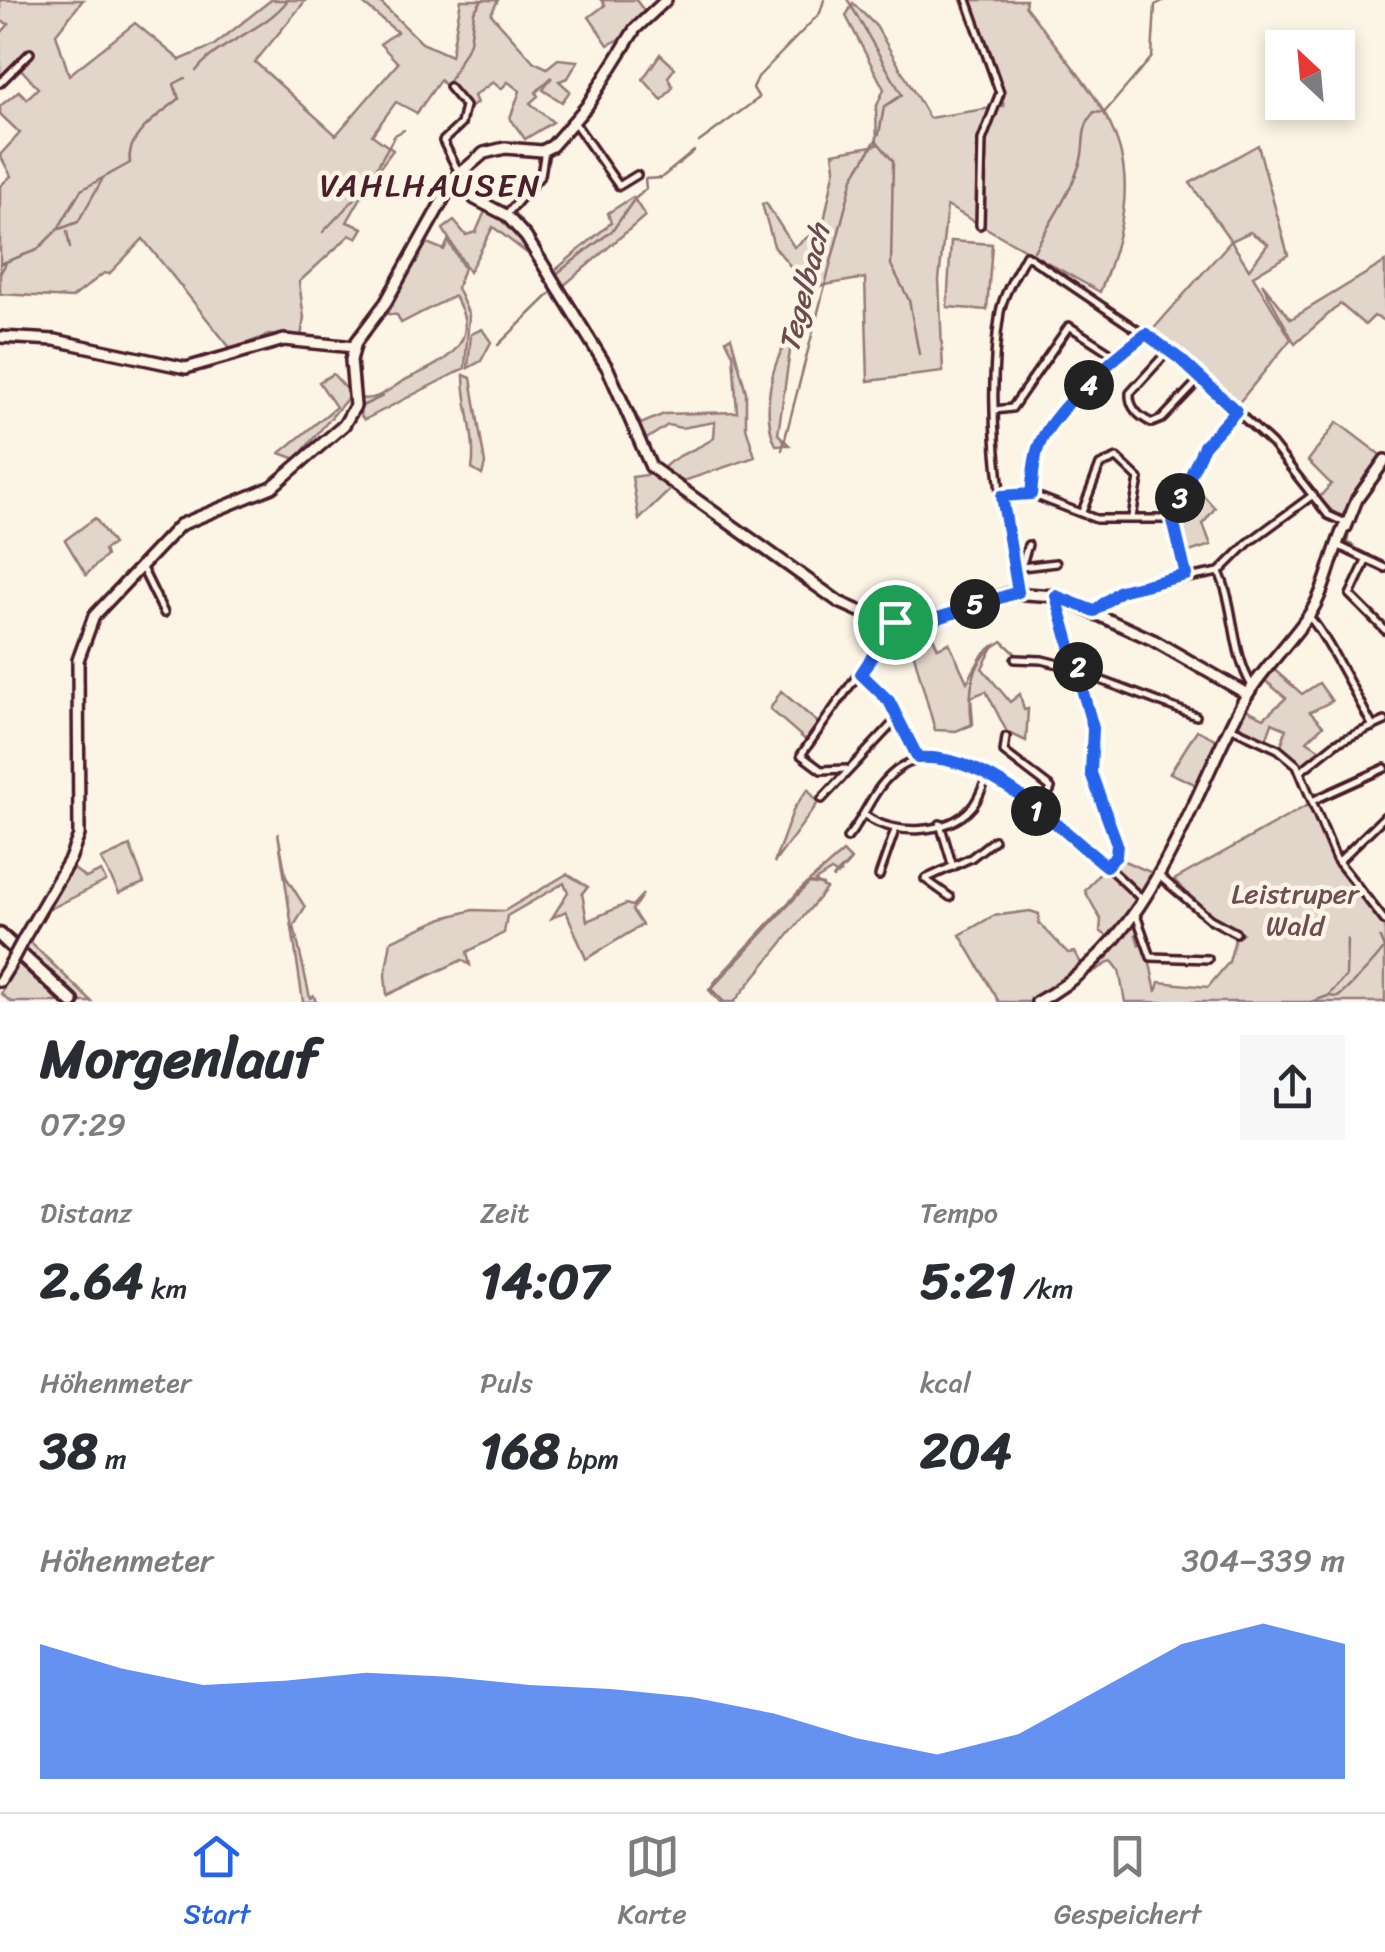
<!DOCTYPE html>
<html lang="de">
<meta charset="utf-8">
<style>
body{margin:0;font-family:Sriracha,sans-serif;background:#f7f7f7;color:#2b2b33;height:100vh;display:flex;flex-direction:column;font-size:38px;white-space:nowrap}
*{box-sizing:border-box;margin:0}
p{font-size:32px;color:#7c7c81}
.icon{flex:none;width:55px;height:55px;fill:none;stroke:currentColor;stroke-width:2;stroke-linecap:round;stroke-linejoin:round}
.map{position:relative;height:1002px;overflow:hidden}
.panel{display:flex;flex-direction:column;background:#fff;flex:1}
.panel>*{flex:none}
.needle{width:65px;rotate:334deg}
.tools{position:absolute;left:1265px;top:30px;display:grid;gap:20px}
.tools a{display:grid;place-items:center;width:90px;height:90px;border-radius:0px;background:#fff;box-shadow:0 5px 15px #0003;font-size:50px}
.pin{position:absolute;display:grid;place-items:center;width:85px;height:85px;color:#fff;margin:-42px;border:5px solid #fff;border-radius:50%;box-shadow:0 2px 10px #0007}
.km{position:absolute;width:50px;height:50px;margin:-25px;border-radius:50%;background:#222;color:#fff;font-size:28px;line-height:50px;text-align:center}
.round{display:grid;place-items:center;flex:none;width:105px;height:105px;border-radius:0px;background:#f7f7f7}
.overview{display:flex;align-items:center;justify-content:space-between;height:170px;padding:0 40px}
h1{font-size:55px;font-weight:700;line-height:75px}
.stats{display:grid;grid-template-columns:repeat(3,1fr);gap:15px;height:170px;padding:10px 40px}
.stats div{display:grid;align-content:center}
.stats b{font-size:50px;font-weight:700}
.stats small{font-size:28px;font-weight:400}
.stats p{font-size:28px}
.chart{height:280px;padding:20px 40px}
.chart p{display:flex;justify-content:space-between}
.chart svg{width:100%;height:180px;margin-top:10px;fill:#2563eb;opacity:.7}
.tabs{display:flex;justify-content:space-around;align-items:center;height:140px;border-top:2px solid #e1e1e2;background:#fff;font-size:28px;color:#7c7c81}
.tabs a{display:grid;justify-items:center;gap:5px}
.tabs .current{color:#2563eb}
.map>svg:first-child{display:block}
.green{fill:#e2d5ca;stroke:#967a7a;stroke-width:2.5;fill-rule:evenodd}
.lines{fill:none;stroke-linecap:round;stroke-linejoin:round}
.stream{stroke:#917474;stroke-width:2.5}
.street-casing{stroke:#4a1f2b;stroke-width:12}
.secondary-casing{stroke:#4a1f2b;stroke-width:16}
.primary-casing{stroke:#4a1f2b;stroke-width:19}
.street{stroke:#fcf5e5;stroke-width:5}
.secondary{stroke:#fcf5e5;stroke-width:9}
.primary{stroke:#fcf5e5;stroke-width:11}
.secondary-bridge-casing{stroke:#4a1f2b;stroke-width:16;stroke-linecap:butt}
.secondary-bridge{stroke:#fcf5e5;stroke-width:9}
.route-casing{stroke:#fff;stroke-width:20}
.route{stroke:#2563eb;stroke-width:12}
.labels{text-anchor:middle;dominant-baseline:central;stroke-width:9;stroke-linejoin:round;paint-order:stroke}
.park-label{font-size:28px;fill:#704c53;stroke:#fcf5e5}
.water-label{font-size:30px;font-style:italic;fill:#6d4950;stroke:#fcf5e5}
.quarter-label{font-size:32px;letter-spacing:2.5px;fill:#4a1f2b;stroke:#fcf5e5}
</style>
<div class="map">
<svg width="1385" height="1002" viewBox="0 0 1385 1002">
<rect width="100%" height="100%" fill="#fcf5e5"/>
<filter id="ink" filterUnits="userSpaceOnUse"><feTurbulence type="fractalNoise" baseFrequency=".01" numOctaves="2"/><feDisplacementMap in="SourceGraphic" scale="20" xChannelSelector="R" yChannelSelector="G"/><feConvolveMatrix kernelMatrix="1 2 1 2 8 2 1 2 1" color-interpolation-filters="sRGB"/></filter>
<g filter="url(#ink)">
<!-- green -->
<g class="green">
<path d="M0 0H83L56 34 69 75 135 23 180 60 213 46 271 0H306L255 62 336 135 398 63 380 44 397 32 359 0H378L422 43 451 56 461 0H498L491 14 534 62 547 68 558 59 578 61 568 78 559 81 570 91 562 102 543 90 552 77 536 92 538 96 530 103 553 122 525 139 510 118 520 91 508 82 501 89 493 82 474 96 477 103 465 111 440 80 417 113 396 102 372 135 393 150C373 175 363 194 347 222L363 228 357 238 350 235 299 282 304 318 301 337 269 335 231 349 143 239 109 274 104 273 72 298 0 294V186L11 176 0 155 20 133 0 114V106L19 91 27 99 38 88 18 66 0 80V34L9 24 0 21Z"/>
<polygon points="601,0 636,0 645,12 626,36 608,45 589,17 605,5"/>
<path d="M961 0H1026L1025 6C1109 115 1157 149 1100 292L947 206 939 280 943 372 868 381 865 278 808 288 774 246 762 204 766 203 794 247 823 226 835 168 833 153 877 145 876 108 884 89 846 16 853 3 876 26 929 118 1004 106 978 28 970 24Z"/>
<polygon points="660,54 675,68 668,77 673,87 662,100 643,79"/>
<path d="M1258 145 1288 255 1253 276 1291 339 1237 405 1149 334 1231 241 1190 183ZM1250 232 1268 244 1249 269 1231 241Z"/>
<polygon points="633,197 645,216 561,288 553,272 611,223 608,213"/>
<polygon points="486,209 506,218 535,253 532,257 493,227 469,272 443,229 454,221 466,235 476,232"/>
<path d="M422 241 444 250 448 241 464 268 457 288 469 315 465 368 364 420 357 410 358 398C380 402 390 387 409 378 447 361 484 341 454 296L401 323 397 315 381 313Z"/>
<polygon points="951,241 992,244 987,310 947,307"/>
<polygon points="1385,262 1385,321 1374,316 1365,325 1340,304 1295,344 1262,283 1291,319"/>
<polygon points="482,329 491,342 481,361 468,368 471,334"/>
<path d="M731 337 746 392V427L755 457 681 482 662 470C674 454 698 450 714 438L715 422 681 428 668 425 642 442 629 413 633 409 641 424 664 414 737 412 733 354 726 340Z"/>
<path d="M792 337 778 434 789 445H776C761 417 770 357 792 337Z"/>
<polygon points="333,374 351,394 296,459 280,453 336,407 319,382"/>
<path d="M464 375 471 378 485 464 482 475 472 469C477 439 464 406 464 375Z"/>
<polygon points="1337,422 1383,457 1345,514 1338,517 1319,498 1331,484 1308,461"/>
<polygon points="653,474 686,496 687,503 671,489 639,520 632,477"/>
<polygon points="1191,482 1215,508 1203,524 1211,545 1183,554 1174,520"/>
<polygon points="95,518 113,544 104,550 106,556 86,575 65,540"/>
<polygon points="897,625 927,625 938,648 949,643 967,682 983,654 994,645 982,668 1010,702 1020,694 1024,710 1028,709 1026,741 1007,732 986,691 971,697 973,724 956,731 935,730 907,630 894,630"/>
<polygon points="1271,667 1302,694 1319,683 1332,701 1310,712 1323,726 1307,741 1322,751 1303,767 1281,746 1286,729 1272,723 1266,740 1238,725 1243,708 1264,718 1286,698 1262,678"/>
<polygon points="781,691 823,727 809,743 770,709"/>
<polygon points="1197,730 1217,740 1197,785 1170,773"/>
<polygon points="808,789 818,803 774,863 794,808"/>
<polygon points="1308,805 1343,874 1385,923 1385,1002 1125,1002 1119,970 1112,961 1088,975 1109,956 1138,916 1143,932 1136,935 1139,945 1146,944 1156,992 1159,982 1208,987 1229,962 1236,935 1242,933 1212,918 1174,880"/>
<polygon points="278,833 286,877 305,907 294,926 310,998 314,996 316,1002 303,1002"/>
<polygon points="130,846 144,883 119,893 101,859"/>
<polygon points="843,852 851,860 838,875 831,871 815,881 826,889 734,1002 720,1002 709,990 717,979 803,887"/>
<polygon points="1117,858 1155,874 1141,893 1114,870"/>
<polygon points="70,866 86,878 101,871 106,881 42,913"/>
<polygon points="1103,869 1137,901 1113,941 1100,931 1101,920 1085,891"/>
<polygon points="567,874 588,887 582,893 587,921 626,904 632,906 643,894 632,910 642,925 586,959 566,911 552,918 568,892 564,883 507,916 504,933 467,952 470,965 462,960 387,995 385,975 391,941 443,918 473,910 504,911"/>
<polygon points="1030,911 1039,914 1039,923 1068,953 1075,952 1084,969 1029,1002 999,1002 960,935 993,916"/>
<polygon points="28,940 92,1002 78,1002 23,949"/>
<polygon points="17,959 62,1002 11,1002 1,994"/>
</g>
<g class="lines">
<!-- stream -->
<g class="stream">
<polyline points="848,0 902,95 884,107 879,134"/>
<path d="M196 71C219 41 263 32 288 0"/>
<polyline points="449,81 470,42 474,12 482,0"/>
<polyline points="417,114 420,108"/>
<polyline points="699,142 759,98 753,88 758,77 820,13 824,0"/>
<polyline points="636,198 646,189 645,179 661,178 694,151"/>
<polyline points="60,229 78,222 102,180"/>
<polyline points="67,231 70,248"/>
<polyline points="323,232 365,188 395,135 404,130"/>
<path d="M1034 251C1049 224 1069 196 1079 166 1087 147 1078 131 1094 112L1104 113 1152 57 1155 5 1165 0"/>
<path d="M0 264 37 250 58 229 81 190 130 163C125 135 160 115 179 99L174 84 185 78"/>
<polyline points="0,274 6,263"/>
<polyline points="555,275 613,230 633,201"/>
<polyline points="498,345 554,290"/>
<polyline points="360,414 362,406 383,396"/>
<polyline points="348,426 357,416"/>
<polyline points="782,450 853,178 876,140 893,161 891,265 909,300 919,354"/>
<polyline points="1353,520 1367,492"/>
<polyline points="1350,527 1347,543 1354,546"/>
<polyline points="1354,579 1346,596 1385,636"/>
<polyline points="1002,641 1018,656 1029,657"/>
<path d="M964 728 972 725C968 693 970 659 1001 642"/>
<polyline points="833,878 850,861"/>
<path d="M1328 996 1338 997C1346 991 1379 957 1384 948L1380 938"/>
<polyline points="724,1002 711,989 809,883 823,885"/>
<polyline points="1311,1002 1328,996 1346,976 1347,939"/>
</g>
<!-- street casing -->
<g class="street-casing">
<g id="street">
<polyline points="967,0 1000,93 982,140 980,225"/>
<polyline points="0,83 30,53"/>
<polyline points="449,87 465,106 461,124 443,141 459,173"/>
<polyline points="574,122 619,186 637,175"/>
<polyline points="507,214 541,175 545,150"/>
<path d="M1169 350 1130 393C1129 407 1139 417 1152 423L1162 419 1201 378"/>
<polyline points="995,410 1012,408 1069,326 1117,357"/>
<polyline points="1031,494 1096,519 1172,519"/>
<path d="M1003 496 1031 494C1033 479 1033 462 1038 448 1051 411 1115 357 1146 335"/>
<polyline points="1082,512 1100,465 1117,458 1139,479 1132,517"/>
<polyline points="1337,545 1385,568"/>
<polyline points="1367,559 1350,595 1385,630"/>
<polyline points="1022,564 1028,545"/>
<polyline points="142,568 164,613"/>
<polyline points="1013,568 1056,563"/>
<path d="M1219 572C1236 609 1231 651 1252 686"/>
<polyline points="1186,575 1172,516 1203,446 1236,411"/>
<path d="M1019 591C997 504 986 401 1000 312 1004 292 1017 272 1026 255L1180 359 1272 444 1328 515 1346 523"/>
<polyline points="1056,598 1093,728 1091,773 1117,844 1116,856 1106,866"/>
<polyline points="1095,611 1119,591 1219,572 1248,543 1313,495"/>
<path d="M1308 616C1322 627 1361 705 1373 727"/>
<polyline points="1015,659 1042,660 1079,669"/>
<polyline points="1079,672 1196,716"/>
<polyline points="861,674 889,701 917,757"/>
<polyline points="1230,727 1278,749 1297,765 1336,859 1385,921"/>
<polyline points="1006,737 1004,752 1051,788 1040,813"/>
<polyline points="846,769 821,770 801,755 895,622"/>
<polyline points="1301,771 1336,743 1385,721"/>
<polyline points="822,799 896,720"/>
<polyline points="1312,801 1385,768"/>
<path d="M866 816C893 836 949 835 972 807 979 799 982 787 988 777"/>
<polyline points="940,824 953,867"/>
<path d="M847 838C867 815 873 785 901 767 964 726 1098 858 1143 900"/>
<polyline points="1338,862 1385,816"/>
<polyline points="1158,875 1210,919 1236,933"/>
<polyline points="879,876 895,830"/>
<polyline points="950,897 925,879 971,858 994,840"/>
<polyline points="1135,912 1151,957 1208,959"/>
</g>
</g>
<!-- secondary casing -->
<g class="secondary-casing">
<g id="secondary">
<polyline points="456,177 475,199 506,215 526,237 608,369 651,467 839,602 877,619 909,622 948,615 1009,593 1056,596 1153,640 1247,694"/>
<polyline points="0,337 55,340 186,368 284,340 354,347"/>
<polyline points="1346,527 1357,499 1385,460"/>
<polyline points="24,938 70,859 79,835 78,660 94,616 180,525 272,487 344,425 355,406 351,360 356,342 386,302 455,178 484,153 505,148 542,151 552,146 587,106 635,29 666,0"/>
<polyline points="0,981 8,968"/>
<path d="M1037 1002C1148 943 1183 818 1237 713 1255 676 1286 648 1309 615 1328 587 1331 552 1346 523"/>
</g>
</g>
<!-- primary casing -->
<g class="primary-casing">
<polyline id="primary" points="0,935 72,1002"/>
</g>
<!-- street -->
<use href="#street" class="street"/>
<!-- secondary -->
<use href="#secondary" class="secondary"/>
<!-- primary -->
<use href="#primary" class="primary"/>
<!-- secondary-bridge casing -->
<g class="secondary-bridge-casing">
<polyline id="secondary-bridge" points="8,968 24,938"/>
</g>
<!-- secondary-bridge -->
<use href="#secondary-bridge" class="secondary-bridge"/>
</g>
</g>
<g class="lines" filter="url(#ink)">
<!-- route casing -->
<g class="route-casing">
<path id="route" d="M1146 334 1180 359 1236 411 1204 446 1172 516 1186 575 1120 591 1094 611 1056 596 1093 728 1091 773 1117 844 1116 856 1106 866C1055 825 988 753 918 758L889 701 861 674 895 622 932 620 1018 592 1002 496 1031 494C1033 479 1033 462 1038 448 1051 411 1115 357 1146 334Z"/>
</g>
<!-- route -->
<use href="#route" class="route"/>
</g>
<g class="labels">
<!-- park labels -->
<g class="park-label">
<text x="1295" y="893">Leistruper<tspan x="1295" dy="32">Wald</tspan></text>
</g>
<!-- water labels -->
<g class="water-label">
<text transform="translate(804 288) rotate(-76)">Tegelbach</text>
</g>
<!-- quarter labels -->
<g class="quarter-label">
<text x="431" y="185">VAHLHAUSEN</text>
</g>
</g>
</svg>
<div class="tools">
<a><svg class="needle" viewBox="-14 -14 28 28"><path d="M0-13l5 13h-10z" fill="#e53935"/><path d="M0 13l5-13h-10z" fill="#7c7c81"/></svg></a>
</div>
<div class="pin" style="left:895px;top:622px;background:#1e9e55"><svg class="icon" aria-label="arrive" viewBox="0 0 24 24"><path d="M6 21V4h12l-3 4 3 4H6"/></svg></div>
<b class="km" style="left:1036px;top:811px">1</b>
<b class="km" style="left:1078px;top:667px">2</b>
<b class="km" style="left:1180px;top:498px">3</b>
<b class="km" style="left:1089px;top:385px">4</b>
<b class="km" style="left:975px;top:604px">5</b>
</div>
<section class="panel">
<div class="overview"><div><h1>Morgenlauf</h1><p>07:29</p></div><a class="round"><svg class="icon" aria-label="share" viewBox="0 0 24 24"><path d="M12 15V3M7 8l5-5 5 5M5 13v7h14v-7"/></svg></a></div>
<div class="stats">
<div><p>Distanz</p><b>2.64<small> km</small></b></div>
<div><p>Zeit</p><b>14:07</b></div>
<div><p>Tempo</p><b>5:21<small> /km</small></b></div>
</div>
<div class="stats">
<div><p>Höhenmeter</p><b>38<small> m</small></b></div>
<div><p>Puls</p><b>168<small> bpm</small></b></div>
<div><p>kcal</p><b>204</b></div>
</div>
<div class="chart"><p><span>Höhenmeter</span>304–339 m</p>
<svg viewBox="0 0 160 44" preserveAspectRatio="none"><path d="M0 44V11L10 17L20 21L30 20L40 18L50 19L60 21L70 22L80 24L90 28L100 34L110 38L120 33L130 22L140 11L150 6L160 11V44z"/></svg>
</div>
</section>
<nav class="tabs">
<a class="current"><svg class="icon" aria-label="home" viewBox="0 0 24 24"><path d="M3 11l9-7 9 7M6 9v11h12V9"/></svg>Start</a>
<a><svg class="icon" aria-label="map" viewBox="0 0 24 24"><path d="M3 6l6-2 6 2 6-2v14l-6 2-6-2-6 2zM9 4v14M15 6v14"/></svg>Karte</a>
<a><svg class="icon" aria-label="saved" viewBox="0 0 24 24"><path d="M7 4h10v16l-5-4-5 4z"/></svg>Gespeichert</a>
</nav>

▸ What is needed:
Pull out every line in the material above where "linecap" occurs.

▸ Exercise output:
.icon{flex:none;width:55px;height:55px;fill:none;stroke:currentColor;stroke-width:2;stroke-linecap:round;stroke-linejoin:round}
.lines{fill:none;stroke-linecap:round;stroke-linejoin:round}
.secondary-bridge-casing{stroke:#4a1f2b;stroke-width:16;stroke-linecap:butt}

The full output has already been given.